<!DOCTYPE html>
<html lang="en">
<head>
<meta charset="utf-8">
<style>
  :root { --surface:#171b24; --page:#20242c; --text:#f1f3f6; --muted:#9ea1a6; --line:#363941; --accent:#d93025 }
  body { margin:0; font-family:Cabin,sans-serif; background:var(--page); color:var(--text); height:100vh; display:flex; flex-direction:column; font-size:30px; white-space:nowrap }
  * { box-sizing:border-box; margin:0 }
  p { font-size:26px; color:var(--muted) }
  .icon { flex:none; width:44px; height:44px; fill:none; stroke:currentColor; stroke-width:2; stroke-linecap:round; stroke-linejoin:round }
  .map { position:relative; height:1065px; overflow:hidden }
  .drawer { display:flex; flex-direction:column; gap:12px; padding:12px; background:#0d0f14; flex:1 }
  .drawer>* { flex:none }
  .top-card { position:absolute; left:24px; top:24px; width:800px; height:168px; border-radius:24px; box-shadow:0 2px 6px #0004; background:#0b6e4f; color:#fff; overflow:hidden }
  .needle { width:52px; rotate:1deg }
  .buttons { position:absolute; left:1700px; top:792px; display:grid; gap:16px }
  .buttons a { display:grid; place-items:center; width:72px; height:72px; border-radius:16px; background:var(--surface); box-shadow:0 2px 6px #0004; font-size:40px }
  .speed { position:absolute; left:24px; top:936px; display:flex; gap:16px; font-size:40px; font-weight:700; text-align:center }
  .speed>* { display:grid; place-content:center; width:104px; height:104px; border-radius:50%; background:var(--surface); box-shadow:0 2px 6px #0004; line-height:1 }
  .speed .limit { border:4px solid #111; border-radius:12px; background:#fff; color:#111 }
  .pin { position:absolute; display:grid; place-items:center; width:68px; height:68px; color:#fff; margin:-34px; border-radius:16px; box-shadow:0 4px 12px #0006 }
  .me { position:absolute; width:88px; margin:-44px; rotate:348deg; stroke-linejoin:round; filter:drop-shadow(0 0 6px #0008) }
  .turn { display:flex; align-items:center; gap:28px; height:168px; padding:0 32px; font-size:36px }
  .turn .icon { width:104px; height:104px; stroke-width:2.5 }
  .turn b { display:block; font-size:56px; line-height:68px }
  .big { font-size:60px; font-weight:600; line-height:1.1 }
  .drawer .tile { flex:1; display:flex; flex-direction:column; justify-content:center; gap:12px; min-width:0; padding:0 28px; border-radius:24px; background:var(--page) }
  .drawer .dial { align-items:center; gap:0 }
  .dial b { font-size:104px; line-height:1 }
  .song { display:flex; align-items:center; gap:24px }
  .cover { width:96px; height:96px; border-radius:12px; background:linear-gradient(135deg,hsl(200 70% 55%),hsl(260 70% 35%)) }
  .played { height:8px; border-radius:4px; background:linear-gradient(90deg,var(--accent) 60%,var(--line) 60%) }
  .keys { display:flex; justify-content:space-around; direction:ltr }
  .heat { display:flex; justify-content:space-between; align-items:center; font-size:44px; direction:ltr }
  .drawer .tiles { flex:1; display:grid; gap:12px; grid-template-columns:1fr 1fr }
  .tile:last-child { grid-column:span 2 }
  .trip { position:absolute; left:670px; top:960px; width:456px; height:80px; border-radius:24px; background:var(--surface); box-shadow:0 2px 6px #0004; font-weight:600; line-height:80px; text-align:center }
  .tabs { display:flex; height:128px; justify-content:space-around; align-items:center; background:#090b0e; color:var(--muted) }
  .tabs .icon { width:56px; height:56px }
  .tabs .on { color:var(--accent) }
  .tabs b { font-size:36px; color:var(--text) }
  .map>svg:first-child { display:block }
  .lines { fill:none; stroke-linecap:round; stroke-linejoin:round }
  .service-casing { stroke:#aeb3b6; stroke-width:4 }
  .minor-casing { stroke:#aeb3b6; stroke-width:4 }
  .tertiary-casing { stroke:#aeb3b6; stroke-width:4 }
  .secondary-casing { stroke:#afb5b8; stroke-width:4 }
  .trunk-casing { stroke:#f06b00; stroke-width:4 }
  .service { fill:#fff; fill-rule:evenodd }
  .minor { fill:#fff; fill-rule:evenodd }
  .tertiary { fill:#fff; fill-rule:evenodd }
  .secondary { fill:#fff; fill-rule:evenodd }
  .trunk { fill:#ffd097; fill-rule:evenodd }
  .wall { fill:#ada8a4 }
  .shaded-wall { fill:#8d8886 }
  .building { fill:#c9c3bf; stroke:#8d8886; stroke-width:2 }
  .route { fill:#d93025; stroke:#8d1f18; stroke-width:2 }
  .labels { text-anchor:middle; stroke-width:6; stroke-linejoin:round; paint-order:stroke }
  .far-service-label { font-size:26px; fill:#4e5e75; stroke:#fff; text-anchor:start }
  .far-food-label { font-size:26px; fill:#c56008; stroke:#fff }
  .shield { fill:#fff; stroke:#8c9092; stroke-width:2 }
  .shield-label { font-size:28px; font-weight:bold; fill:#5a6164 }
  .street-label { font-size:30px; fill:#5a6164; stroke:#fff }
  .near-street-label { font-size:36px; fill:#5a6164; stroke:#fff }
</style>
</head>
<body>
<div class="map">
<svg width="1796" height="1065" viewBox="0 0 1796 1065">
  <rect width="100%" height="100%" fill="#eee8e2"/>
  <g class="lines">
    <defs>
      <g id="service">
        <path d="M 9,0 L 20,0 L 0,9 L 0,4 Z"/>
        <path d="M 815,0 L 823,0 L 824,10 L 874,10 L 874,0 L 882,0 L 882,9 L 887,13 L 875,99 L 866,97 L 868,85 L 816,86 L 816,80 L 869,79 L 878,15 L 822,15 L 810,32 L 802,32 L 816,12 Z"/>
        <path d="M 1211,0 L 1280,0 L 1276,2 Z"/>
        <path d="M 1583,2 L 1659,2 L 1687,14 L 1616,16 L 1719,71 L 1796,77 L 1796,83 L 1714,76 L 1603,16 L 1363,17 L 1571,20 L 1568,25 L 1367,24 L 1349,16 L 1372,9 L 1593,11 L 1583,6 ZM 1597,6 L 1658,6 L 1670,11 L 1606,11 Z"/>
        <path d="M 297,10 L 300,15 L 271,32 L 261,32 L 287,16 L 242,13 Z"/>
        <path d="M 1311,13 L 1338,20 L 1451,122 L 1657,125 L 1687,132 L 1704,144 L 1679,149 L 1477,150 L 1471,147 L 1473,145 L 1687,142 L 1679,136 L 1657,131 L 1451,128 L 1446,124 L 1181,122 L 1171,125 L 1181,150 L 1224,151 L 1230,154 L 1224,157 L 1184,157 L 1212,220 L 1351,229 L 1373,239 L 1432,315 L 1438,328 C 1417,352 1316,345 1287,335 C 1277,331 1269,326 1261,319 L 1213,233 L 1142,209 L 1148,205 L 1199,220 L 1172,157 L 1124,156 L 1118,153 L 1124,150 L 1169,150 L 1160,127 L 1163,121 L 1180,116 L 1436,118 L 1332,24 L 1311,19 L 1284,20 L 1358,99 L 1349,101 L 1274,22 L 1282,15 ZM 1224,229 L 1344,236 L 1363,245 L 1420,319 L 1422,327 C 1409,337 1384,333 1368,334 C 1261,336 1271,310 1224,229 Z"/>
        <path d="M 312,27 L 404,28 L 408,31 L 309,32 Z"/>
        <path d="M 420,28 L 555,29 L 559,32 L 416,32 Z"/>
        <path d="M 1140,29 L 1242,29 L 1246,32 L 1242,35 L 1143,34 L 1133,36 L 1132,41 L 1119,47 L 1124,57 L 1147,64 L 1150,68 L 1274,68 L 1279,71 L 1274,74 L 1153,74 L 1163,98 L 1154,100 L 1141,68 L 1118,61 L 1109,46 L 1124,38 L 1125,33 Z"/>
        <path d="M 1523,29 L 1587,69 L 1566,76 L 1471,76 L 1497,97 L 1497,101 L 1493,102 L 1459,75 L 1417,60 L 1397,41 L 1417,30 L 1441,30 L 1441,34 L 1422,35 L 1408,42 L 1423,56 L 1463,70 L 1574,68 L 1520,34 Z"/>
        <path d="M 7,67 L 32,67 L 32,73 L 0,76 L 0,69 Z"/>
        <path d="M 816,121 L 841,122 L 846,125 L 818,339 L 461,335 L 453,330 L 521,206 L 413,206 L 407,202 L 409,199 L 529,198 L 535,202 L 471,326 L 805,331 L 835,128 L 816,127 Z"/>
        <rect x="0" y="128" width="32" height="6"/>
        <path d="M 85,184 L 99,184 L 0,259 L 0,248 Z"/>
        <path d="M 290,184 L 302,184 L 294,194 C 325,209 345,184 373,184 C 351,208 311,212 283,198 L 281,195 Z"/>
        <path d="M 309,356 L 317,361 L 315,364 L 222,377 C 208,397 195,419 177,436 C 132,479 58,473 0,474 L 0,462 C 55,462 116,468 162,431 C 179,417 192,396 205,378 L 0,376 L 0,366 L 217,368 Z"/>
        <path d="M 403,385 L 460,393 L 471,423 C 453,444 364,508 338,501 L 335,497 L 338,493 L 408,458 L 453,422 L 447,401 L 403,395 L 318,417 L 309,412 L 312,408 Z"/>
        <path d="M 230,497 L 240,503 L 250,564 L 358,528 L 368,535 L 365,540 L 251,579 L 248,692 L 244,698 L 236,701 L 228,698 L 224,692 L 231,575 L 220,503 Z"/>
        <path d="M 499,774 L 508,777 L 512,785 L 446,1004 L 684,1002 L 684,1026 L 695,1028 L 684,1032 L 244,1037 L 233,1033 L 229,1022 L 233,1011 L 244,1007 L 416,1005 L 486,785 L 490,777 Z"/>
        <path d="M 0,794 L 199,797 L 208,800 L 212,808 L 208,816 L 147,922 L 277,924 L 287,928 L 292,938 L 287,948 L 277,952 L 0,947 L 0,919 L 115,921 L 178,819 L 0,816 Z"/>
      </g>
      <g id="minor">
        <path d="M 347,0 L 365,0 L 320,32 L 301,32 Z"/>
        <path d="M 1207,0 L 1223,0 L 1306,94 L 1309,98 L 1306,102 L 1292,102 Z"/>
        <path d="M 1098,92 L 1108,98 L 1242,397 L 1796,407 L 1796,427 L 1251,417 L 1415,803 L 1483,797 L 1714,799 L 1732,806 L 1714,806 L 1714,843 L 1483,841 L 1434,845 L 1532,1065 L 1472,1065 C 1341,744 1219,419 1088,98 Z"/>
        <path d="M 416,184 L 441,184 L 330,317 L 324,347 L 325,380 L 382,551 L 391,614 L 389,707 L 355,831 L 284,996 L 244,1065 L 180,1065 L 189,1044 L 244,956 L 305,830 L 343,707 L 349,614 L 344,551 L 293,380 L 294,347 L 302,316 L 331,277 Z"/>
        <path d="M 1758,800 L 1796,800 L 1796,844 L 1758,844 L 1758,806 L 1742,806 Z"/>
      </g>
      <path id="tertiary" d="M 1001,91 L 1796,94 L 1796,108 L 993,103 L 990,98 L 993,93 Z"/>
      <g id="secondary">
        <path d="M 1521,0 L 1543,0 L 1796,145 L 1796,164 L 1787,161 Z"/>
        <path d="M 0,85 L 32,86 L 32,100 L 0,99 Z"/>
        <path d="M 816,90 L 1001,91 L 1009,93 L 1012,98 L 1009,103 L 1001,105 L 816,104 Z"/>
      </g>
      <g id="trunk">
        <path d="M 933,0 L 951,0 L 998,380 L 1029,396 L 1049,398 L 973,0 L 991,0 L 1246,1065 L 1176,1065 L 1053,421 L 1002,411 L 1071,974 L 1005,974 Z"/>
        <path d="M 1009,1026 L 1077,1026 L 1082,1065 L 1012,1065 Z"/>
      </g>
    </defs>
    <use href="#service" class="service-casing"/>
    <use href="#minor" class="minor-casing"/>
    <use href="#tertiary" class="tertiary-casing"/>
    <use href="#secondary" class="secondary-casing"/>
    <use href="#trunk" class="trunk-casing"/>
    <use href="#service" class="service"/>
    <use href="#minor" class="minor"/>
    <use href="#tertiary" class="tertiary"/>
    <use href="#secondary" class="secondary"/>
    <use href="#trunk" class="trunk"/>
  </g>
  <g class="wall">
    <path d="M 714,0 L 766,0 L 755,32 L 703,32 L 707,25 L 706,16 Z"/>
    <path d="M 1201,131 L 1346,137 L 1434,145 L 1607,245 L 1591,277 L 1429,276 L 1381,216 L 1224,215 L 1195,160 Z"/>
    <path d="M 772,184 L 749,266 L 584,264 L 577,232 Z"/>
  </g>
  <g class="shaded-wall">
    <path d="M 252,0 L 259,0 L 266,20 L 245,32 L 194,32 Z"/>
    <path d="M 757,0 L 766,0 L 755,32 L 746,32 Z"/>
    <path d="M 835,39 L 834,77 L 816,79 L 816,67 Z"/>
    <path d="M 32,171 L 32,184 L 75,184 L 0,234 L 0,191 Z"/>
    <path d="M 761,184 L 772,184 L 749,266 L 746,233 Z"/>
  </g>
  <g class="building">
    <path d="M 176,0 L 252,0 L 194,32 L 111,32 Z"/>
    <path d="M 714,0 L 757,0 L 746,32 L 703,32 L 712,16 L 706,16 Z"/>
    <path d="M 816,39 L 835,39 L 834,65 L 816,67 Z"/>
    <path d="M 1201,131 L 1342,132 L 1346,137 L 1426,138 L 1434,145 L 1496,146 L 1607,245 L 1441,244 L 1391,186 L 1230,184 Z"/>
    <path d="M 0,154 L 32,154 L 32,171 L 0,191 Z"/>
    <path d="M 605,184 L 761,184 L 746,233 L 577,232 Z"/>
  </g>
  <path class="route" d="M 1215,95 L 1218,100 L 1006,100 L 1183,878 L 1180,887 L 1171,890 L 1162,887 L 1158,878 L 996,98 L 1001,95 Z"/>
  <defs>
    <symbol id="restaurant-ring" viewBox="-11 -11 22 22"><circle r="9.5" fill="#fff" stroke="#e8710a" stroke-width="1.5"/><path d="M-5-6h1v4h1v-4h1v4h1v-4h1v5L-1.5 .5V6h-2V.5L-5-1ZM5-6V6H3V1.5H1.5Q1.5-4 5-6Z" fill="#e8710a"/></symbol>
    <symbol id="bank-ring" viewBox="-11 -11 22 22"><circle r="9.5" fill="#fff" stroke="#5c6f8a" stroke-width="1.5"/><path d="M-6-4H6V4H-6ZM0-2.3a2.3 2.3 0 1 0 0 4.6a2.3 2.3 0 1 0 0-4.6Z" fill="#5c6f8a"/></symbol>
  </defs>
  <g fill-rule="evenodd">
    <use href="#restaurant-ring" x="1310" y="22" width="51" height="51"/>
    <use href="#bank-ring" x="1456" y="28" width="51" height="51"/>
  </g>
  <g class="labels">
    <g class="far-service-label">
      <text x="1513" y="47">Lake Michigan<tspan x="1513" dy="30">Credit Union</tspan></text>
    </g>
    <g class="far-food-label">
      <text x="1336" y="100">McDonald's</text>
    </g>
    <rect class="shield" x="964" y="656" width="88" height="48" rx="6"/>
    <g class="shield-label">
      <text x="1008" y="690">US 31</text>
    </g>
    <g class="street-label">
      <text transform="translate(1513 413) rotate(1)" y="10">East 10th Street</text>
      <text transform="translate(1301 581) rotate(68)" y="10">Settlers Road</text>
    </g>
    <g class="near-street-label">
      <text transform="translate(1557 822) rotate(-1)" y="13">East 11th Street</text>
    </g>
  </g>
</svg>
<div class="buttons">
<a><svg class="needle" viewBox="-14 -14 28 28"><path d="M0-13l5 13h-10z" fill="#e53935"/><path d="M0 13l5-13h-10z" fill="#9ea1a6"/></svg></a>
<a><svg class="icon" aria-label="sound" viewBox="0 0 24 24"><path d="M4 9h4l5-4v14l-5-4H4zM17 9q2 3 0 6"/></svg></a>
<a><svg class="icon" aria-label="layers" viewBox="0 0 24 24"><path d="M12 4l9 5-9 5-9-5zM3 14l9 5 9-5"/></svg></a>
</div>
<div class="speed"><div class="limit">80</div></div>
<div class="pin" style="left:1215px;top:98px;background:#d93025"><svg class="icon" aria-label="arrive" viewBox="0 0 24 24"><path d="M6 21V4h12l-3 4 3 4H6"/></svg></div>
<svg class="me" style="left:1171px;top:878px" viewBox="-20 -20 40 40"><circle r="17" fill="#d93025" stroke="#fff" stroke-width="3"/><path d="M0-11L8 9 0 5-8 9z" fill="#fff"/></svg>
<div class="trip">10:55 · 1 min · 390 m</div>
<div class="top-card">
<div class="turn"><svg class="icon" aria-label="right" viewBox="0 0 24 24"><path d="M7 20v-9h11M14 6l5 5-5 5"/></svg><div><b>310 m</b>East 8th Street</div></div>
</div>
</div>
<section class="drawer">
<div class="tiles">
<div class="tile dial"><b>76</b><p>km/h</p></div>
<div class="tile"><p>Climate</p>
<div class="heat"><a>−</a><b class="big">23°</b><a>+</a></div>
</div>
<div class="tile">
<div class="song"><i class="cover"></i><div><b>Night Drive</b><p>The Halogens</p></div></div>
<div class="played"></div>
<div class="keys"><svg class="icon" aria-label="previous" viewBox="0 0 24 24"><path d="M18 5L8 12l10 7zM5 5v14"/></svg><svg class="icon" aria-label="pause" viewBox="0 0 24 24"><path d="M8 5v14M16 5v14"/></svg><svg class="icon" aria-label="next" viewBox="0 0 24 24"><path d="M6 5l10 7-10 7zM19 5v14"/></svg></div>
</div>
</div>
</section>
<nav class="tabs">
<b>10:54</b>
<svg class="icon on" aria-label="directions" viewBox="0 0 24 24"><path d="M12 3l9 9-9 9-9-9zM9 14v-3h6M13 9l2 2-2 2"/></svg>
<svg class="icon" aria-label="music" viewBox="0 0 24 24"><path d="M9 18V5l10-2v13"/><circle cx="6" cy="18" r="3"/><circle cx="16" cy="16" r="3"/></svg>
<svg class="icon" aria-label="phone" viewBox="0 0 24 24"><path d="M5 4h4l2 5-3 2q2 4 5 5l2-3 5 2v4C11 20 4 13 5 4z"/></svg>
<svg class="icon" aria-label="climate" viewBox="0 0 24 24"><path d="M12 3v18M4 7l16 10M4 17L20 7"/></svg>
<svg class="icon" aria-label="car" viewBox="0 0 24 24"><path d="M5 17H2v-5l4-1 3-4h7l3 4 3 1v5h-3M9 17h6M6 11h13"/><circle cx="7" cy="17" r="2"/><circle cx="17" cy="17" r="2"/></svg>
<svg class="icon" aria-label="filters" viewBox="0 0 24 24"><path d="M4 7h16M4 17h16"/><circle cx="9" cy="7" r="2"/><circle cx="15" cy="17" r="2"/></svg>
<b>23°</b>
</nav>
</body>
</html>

────

• **TASK PROMPT**: Copy the records above exactly, please, but only from the first line through the line containing "position:absolute; width:88px; margin:-44px;".

• **ANSWER BOX**:
<!DOCTYPE html>
<html lang="en">
<head>
<meta charset="utf-8">
<style>
  :root { --surface:#171b24; --page:#20242c; --text:#f1f3f6; --muted:#9ea1a6; --line:#363941; --accent:#d93025 }
  body { margin:0; font-family:Cabin,sans-serif; background:var(--page); color:var(--text); height:100vh; display:flex; flex-direction:column; font-size:30px; white-space:nowrap }
  * { box-sizing:border-box; margin:0 }
  p { font-size:26px; color:var(--muted) }
  .icon { flex:none; width:44px; height:44px; fill:none; stroke:currentColor; stroke-width:2; stroke-linecap:round; stroke-linejoin:round }
  .map { position:relative; height:1065px; overflow:hidden }
  .drawer { display:flex; flex-direction:column; gap:12px; padding:12px; background:#0d0f14; flex:1 }
  .drawer>* { flex:none }
  .top-card { position:absolute; left:24px; top:24px; width:800px; height:168px; border-radius:24px; box-shadow:0 2px 6px #0004; background:#0b6e4f; color:#fff; overflow:hidden }
  .needle { width:52px; rotate:1deg }
  .buttons { position:absolute; left:1700px; top:792px; display:grid; gap:16px }
  .buttons a { display:grid; place-items:center; width:72px; height:72px; border-radius:16px; background:var(--surface); box-shadow:0 2px 6px #0004; font-size:40px }
  .speed { position:absolute; left:24px; top:936px; display:flex; gap:16px; font-size:40px; font-weight:700; text-align:center }
  .speed>* { display:grid; place-content:center; width:104px; height:104px; border-radius:50%; background:var(--surface); box-shadow:0 2px 6px #0004; line-height:1 }
  .speed .limit { border:4px solid #111; border-radius:12px; background:#fff; color:#111 }
  .pin { position:absolute; display:grid; place-items:center; width:68px; height:68px; color:#fff; margin:-34px; border-radius:16px; box-shadow:0 4px 12px #0006 }
  .me { position:absolute; width:88px; margin:-44px; rotate:348deg; stroke-linejoin:round; filter:drop-shadow(0 0 6px #0008) }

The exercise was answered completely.